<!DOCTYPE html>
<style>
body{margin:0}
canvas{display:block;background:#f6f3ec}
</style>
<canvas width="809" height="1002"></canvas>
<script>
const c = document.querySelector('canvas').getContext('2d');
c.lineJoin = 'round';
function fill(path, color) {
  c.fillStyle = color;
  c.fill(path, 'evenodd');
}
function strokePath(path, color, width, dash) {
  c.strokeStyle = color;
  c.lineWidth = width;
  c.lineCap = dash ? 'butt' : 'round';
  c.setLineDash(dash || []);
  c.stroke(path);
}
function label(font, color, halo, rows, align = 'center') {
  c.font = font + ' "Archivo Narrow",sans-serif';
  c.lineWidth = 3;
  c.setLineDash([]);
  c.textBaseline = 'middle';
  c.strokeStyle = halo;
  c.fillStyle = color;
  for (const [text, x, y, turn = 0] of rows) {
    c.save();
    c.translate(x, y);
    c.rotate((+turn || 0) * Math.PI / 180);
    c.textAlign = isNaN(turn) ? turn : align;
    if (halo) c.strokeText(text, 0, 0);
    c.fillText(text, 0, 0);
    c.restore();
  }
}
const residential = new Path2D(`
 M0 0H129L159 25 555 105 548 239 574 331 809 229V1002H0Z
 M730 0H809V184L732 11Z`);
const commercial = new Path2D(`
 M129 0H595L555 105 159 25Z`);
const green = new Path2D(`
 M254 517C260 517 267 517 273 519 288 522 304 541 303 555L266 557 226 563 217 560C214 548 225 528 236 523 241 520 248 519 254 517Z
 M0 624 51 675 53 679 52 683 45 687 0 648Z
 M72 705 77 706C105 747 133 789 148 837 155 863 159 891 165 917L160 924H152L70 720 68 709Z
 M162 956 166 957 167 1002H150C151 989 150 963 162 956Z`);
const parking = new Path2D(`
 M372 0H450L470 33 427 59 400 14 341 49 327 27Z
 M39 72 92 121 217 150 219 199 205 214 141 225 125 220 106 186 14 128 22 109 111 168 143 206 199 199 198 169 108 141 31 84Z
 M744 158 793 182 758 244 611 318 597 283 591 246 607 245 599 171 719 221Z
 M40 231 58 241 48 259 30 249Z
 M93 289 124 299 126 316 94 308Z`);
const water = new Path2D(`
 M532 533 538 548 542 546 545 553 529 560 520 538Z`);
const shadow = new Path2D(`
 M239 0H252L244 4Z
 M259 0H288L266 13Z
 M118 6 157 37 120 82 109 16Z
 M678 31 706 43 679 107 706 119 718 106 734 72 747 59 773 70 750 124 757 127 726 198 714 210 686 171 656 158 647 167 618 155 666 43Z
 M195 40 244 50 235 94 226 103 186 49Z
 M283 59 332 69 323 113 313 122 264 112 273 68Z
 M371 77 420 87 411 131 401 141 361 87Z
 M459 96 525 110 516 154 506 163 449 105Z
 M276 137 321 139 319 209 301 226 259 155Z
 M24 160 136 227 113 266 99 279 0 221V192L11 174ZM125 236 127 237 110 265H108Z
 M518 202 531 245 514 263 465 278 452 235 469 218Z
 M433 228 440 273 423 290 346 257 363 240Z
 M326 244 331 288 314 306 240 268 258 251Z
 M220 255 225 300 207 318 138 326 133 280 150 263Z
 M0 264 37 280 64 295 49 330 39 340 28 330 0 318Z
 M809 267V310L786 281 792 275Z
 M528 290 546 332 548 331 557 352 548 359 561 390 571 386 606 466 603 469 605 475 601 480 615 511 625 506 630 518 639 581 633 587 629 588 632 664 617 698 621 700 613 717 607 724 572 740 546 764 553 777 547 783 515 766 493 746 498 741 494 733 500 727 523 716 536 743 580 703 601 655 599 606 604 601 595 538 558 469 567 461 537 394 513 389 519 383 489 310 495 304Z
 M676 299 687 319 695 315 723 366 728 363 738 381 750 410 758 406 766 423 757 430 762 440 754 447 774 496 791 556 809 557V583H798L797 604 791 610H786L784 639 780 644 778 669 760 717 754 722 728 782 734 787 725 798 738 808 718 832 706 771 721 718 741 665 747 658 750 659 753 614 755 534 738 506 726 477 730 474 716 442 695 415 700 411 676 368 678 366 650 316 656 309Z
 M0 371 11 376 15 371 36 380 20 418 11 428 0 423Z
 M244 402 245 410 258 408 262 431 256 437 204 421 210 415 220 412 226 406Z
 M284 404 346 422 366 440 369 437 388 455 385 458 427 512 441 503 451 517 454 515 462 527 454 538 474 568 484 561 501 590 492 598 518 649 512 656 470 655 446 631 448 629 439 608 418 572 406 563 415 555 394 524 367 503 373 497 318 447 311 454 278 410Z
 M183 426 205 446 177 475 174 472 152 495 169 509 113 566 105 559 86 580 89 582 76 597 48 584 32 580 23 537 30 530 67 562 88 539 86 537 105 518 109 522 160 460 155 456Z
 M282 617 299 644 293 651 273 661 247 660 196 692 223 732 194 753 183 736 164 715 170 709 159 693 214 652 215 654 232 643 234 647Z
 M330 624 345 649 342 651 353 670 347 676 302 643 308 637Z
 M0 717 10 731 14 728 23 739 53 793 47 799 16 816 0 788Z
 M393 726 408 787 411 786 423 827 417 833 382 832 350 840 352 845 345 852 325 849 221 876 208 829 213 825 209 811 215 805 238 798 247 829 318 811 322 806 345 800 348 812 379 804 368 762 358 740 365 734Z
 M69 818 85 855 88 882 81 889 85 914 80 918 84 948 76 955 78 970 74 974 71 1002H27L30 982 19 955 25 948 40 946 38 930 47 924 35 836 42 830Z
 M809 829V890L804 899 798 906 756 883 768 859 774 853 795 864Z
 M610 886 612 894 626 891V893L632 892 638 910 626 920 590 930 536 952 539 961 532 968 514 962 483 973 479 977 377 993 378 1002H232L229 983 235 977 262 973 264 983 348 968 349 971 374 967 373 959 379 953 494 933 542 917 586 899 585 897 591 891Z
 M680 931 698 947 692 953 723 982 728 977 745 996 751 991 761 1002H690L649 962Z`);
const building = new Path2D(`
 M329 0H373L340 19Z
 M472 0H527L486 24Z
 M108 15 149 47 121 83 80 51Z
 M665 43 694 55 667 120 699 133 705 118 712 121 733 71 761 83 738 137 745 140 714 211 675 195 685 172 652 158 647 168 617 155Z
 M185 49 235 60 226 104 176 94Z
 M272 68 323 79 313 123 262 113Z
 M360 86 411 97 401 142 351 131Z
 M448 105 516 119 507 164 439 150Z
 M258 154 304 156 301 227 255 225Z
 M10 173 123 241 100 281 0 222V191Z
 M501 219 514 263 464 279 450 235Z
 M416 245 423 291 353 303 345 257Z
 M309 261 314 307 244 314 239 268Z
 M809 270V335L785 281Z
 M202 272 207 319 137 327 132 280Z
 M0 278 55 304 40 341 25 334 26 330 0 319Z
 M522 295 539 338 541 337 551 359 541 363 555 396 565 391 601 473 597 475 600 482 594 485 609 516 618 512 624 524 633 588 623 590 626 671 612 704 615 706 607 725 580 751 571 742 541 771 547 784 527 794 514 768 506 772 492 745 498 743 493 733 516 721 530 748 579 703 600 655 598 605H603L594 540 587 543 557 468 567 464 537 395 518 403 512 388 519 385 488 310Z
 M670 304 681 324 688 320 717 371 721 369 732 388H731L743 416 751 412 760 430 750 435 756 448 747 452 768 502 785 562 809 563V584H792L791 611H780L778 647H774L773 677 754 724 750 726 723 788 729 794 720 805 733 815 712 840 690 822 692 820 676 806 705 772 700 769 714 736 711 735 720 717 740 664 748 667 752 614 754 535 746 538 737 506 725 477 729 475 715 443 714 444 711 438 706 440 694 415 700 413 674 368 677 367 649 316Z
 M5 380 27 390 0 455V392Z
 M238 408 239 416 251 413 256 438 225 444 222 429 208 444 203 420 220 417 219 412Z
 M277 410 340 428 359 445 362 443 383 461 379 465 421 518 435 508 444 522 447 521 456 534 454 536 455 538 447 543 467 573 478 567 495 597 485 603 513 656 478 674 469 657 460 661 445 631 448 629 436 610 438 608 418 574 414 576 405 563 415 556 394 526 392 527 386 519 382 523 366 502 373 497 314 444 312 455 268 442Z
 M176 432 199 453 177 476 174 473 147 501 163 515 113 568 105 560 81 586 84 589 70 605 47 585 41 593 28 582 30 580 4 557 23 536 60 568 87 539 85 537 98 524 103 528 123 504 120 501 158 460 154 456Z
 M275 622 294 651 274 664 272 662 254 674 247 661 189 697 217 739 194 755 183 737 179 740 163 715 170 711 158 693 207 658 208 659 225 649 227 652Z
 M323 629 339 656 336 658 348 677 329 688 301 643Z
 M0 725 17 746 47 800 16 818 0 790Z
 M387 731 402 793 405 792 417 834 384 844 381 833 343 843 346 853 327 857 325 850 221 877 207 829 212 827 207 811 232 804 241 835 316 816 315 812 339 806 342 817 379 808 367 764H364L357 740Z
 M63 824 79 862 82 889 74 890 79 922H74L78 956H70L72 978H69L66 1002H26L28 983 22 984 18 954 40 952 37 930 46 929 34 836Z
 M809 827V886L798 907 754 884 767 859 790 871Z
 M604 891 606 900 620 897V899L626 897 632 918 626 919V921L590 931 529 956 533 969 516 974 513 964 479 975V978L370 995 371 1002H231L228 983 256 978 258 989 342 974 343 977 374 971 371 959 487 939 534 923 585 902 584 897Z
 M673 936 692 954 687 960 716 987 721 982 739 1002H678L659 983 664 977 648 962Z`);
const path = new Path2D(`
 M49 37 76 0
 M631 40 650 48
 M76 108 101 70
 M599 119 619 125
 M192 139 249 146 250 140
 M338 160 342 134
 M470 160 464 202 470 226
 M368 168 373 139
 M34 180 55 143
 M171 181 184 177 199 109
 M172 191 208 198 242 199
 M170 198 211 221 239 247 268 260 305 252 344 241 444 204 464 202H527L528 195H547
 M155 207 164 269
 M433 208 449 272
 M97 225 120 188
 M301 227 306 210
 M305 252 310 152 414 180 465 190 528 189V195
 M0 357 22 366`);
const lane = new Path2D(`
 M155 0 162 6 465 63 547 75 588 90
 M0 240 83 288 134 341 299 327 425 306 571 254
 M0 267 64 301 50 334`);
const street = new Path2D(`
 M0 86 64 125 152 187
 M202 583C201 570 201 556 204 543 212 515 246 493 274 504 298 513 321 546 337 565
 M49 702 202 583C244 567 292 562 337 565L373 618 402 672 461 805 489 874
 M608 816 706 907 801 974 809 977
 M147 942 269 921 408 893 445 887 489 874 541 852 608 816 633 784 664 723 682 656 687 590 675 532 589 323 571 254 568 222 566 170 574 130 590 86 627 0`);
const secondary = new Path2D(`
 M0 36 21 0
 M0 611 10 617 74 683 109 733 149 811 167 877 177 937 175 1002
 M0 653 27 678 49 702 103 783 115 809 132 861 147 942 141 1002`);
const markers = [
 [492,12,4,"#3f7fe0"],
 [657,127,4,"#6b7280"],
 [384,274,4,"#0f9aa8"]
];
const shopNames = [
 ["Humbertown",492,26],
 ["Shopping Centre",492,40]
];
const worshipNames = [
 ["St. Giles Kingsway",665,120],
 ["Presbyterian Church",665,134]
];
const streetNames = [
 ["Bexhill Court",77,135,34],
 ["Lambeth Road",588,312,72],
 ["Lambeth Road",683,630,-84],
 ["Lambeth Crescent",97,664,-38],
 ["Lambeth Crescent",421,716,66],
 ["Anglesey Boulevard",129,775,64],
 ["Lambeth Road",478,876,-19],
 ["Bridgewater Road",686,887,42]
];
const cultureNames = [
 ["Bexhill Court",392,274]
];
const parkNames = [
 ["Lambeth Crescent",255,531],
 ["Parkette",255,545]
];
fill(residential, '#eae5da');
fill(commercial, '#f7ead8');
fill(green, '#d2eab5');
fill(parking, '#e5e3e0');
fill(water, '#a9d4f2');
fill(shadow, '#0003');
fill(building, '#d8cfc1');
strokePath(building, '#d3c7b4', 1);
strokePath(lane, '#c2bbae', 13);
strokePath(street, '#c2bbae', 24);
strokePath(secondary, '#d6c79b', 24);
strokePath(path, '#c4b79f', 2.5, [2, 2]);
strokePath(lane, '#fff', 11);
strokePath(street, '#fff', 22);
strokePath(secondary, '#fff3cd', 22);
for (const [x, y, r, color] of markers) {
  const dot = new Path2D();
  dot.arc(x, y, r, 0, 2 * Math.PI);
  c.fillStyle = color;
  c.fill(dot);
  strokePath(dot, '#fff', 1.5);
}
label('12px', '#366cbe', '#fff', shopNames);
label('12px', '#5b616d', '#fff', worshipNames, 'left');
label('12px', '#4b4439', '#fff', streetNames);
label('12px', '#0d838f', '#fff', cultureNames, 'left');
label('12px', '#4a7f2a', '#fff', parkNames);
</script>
==============================
▸ Problem statement
Which of the lines in the data hold the string "strokeStyle"? Report each of them by copying it.

▸ Problem solution
  c.strokeStyle = color;
  c.strokeStyle = halo;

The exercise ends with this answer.